Interferon-gamma inhibits HIV-induced invasiveness of monocytes

HIV-infected monocytes form highly invasive network on basement membrane matrix and secrete high levels of 92-kd metalloproteinase (MMP-9), an enzyme that degrades basement membrane proteins. In the present study, using matrigel as a model basement membrane system, we demonstrate that treatment of human immunodeficiency virus (HIV)-infected monocytes with interferon-γ at 50 U/ml inhibited the ability of infected monocytes to form an invasive network on matrigel and their invasion through the matrigel matrix. These effects were associated with a significant reduction in the levels of MMP-9 produced by HIV-infected monocytes treated with interferon-γ 1 day prior to infection with HIV as compared with that of untreated HIV-infected monocytes. Monocytes treated with interferon-γ 1 day after HIV infection showed the presence of integrated HIV sequences; however, the levels of MMP-9 were substantially lower than those produced by monocytes inoculated with live HIV, heat-inactivated HIV, or even the control uninfected monocytes.
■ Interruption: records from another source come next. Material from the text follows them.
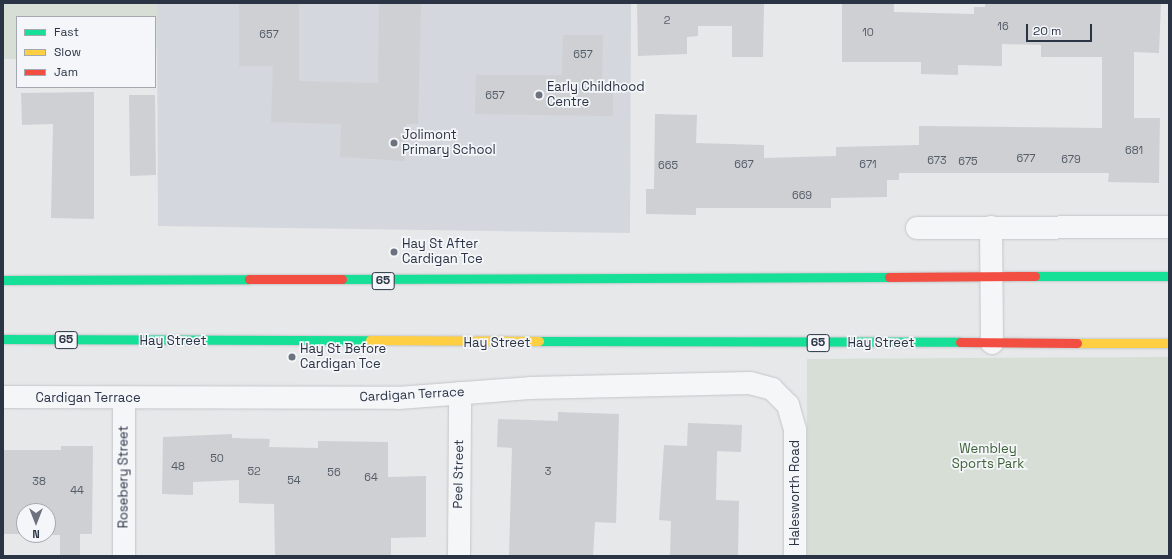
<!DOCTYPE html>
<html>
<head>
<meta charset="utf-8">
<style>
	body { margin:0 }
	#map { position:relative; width:1172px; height:559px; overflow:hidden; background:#e6e8ea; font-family:"Space Grotesk",sans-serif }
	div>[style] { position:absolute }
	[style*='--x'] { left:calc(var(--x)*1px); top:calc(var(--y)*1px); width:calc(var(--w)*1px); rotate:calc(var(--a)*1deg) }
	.built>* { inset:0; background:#d4d7dd }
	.green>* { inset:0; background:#d6ded6 }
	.building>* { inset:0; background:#ced0d3 }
	.roads { filter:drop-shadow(0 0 1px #c4c6c8) drop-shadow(0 0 1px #c4c6c8) }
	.street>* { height:22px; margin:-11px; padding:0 11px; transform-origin:11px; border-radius:11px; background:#f5f6f7 }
	.fast>* { height:9px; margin:-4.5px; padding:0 4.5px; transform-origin:4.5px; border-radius:4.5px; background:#16e098 }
	.slow>* { height:9px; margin:-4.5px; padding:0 4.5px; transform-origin:4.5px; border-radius:4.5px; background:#ffcf43 }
	.jam>* { height:9px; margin:-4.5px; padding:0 4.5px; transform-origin:4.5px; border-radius:4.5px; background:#f24e42 }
	.dots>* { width:11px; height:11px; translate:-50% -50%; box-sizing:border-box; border:2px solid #f4f6f9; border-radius:50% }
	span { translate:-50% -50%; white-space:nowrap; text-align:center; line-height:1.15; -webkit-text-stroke:3.5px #f4f6f9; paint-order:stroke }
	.number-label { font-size:11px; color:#545c69 }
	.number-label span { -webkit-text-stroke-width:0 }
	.shield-label span { padding:1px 3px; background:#f4f6f9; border:1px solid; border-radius:3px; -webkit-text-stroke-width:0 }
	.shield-label { font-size:12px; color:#2b3445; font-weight:700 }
	.poi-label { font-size:13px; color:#2b3445 }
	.left { translate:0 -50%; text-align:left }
	.street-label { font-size:13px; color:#2b3445 }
	.park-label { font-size:13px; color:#3f6138 }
	.frame { position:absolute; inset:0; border:4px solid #2b3445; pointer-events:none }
	.legend { position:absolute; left:16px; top:16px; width:140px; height:72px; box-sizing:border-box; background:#f4f6f9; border:1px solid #a4a8b1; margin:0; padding:5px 7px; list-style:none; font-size:12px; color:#2b3445 }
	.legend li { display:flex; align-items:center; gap:8px; height:20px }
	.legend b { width:20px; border:1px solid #a4a8b1 }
	.north { position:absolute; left:16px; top:503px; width:40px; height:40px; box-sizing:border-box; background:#f4f6f9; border:1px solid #a4a8b1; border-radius:50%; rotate:180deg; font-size:11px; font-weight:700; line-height:16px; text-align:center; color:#2b3445 }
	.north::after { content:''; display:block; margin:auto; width:14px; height:18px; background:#6c737f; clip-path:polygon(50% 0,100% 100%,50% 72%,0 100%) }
	.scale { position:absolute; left:1026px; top:24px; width:66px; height:18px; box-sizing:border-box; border:2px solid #2b3445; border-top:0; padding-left:5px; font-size:12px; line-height:14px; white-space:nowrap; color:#2b3445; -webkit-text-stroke:3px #f4f6f9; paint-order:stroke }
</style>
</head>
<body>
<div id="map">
	<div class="built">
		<div style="clip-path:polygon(157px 3px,631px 3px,630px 233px,158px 226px)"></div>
	</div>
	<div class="green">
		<div style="clip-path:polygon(3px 3px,157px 3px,157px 60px,155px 17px,17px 17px,17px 59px,3px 59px)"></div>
		<div style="clip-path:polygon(1169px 357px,1169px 556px,807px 556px,807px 359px)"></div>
	</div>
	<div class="building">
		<div style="clip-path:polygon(239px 3px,299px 3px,299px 81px,378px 83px,379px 3px,421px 3px,418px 124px,406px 124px,405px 161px,340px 157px,341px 124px,271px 122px,273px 66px,239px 66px)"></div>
		<div style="clip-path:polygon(637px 3px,764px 3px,763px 57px,732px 57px,732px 26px,698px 26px,698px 36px,687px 37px,687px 54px,638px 56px)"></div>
		<div style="clip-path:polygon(842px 3px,894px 3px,894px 12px,974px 14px,974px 7px,985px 7px,985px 3px,1161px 3px,1159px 53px,1134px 52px,1134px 118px,1160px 118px,1159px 183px,1108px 182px,1109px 173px,899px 173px,899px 180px,887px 180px,887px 197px,831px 198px,831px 208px,696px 208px,696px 215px,646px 214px,646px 189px,654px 189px,655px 114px,697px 115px,696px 143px,764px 145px,764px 158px,836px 156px,836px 147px,919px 145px,919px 126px,1102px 128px,1102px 57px,1041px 57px,1041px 45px,1002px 44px,1002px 66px,958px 65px,958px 75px,921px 74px,921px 62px,842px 62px)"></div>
		<div style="clip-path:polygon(563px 35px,603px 35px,602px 91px,613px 91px,613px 116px,475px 114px,476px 75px,562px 75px)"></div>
		<div style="clip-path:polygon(94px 92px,94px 219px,51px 218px,53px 124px,22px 125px,21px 93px)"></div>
		<div style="clip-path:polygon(129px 95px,155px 95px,156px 175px,130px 176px)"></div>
		<div style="clip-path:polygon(558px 412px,619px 414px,616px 523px,595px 522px,593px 556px,509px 556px,512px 448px,497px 447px,498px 419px,558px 421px)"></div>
		<div style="clip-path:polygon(688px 423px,742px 425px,741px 452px,717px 451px,716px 500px,739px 501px,738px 556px,670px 556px,671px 521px,659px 520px,664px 445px,687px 446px)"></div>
		<div style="clip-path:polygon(232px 434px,232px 438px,270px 439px,269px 447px,318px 448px,318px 441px,388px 442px,388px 477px,426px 476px,426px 537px,391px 538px,391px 556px,275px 556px,274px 504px,239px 503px,239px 480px,193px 482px,193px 495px,162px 494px,163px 437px)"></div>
		<div style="clip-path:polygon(61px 446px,93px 446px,92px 534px,80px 534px,80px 556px,60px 556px,60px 535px,48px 535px,48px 511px,24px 511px,24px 534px,3px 534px,3px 450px,61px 450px)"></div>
	</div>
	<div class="roads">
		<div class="street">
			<div style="--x:991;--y:227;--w:116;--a:89.5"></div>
			<div style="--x:917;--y:228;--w:252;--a:-0.2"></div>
			<div style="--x:3;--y:397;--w:395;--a:0.1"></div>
			<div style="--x:398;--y:398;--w:132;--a:-4.3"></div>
			<div style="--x:530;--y:388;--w:220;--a:-1.3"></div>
			<div style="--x:750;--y:383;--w:23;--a:15"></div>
			<div style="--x:772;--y:389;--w:23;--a:45"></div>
			<div style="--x:788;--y:405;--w:26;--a:74"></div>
			<div style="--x:795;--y:430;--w:126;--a:90"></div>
			<div style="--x:124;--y:398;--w:158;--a:90"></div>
			<div style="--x:459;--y:556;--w:163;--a:-89.6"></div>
		</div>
		<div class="fast">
			<div style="--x:1035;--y:276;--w:134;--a:0"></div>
			<div style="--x:342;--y:279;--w:547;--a:-0.21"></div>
			<div style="--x:3;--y:280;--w:246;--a:-0.2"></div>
			<div style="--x:3;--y:339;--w:367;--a:0.2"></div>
			<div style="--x:539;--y:341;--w:421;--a:0.1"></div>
		</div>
		<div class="slow">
			<div style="--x:370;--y:340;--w:169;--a:0.3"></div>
			<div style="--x:1077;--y:343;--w:92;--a:0"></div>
		</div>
		<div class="jam">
			<div style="--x:889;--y:277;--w:146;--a:-0.4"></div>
			<div style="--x:249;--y:279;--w:93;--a:0"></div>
			<div style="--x:960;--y:342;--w:117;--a:0.5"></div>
		</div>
	</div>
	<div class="dots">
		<div style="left:539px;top:95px;background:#6c737f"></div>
		<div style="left:394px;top:143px;background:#6c737f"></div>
		<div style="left:394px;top:252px;background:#6c737f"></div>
		<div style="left:292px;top:357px;background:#6c737f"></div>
	</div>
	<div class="number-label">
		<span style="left:667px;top:20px">2</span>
		<span style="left:1003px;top:26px">16</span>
		<span style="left:868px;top:32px">10</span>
		<span style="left:269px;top:34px">657</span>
		<span style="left:583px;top:54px">657</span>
		<span style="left:495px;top:95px">657</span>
		<span style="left:1134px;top:150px">681</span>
		<span style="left:1026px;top:158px">677</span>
		<span style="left:1071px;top:159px">679</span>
		<span style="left:937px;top:160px">673</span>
		<span style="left:968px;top:161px">675</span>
		<span style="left:744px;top:164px">667</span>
		<span style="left:868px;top:164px">671</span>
		<span style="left:668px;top:165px">665</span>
		<span style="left:802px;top:195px">669</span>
		<span style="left:217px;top:458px">50</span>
		<span style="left:178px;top:466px">48</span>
		<span style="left:254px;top:471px">52</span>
		<span style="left:548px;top:471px">3</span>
		<span style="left:334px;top:472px">56</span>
		<span style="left:371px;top:477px">64</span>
		<span style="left:294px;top:480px">54</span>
		<span style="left:39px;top:481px">38</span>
		<span style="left:77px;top:490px">44</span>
	</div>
	<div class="shield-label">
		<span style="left:383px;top:281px">65</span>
		<span style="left:66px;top:340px">65</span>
		<span style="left:818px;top:343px">65</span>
	</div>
	<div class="poi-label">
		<span class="left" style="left:547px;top:95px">Early Childhood<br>Centre</span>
		<span class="left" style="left:402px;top:143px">Jolimont<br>Primary School</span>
		<span class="left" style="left:402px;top:252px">Hay St After<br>Cardigan Tce</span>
		<span class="left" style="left:300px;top:357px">Hay St Before<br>Cardigan Tce</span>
	</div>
	<div class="street-label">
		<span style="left:173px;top:341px">Hay Street</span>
		<span style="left:497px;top:343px">Hay Street</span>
		<span style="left:881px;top:343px">Hay Street</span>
		<span style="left:412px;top:395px;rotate:-3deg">Cardigan Terrace</span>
		<span style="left:88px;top:398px">Cardigan Terrace</span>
		<span style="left:459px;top:474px;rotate:-89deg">Peel Street</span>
		<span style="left:124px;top:477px;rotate:-90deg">Rosebery Street</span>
		<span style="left:795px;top:493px;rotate:-90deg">Halesworth Road</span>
	</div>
	<div class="park-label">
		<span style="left:988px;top:457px">Wembley<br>Sports Park</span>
	</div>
	<div class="frame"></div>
	<ul class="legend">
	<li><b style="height:5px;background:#16e098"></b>Fast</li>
	<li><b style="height:5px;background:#ffcf43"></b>Slow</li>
	<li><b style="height:5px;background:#f24e42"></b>Jam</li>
	</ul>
	<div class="north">N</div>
	<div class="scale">20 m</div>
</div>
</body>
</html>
Exposure of monocytes to heat-inactivated HIV did not result in increased invasiveness or high MMP-9 production, suggesting that regulation of metalloproteinase by monocytes was independent of CD4-gp120 interactions and required active virus infection. Furthermore, addition of interferon-γ to monocytes on day 10 after infection inhibited MMP-9 production by more than threefold with no significant reduction of virus replication. These results indicate that the mechanism of interferon-γ–induced down-regulation of MMP-9 levels and reduced monocyte invasiveness may be mediated by a mechanism independent of antiviral activity of IFN-γ in monocytes. Down-regulation of MMP-9 in HIV-infected monocytes by interferon-γ may play an important role in the control of HIV pathogenesis.